Nata nel novembre 2016, la rete di Rise Up convoglia gli sforzi di varie denominazioni religiose ed associazioni comunitarie, per contrastare gli omicidi e cercare giustizia. L'organizzazione è impegnata anche in programmi per sostenere le famiglie delle vittime ed aiutare i tossicodipendenti a riabilitarsi. "La cosiddetta 'guerra alla droga', indetta dal presidente dopo la sua ascesa al potere – nel giugno 2016 – ha subito sollevato sospetti allarmanti: in soli due mesi, le persone uccise in circostanze da chiarire erano già circa 4mila. La cosa ancor più preoccupante è che le vittime appartenevano alle comunità urbane più povere e non sono state sottoposte a regolare processo", racconta Litao.

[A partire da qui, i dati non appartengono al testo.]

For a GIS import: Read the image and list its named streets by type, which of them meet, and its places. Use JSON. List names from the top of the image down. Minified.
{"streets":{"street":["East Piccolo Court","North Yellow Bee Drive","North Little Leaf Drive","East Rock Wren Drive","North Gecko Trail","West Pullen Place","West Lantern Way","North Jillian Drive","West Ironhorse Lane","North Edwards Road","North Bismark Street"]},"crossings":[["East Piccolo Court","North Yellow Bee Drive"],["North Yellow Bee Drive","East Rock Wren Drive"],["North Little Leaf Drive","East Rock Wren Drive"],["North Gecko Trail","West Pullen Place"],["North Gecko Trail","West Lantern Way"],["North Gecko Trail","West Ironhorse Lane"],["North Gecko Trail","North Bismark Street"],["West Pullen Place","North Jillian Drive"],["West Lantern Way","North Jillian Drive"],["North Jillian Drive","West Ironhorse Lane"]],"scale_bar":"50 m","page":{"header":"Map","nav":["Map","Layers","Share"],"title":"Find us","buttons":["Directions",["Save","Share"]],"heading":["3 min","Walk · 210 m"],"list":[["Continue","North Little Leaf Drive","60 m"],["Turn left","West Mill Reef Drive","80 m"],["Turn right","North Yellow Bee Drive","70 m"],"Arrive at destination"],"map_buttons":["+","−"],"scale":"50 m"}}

"Questo – prosegue l'attivista – ha spinto attivisti, in particolare persone di Chiesa, a fare qualcosa per difendere la vita, fermare gli omicidi e affrontare le radici del problema delle droghe illegali. Noi non siamo contrari ai programmi del governo per contrastare il fenomeno, ma ci opponiamo ad un approccio che tolleri l'uccisione di persone. Con il sostegno di altre organizzazioni, su tutte Promotion of Church People's Response (Pcpr), abbiamo dato vita ad una campagna: raccolte firme, raduni di preghiera, veglie. All'inizio, in molti ci criticavano perché ritenevano che fossimo contro il presidente a priori. Nell'ottobre 2016 abbiamo cominciato a recarci nelle comunità, documentare i vari casi di abusi ed incontrare le famiglie delle vittime. Queste hanno paura, non sanno a chi rivolgersi, perché nella maggior parte dei casi i loro cari sono morti durante operazioni in stile Tokhang".

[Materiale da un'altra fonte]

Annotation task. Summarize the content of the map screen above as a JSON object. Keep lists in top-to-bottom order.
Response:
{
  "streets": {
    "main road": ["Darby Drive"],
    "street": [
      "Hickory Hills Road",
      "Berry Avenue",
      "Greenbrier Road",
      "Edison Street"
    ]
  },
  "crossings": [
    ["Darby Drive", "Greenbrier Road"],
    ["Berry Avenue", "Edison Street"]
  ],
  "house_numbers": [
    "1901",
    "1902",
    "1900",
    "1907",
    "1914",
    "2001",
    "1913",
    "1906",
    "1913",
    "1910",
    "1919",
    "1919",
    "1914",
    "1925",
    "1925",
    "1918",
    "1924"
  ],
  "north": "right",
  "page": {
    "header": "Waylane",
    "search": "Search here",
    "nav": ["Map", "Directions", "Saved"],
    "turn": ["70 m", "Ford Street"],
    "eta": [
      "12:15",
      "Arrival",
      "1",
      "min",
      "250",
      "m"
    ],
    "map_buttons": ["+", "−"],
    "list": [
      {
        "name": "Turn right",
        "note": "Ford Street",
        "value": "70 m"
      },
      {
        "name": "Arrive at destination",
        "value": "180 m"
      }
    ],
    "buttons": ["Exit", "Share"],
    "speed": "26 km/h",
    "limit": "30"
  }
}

Tokhang è un termine composto da due parole in cebuano, lingua madre di Duterte: tuktok è un'onomatopea che indica 'bussare' e hangyo significa 'richiesta'. Esse fanno riferimento alle irruzioni della polizia nelle case dei sospettati. In coordinamento con i militari e grazie all'aiuto di informatori, le unità della polizia locale compilano elenchi di presunti spacciatori o consumatori di droga nei barangays (quartieri). Gli agenti si presentano poi alla porta delle case dei sospettati, invitandoli ad "arrendersi" presso i commissariati di zona. Gli attivisti denunciano però che "i poliziotti adottano la politica del 'prima spara e poi, in caso, fai domande'".

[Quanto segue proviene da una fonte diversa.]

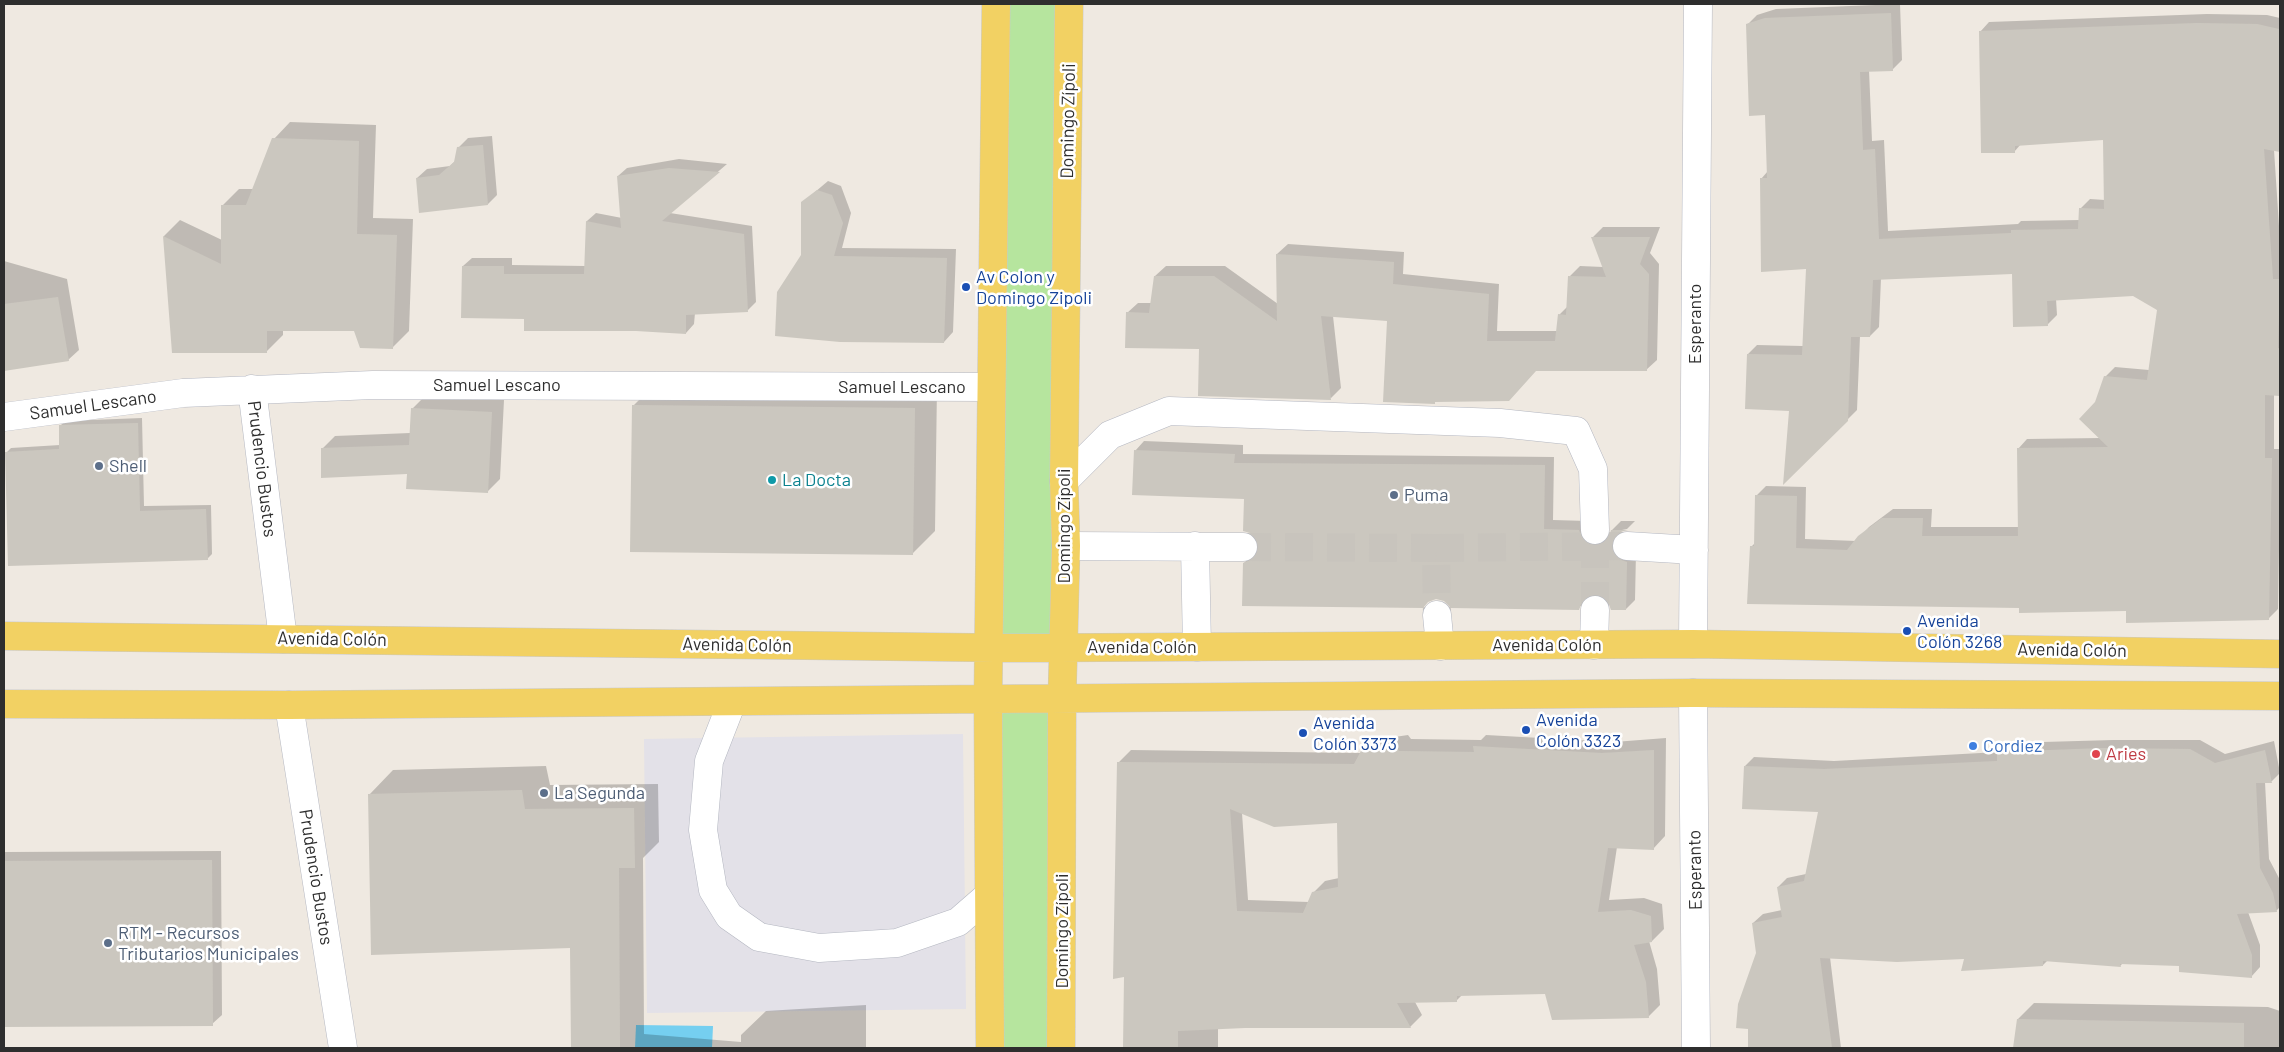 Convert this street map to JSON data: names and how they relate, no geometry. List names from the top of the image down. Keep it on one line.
{"streets":{"main road":["Domingo Zípoli","Avenida Colón"],"street":["Esperanto","Samuel Lescano","Prudencio Bustos"]},"crossings":[["Domingo Zípoli","Avenida Colón"],["Esperanto","Avenida Colón"],["Samuel Lescano","Prudencio Bustos"],["Prudencio Bustos","Avenida Colón"]],"places":["Av Colon y Domingo Zipoli","Shell","La Docta","Puma","Avenida Colón 3268","Avenida Colón 3323","Avenida Colón 3373","Cordiez","Aries","La Segunda","RTM - Recursos Tributarios Municipales"]}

Nonostante la documentata violenza della guerra alla droga, molti filippini continuano a sostenere le politiche drastiche del presidente. Il sostegno popolare di cui gode Duterte non sorprende tuttavia Litao: "I precedenti governi – spiega – non hanno mai fatto abbastanza per contrastare la diffusione delle droghe. Il presidente, col suo modo di fare diretto e che parla alla pancia delle persone, è riuscito a capitalizzare sul malcontento generale. Ma noi abbiamo il dovere di batterci per la verità, far capire ai filippini che il presidente racconta menzogne". (P.F.)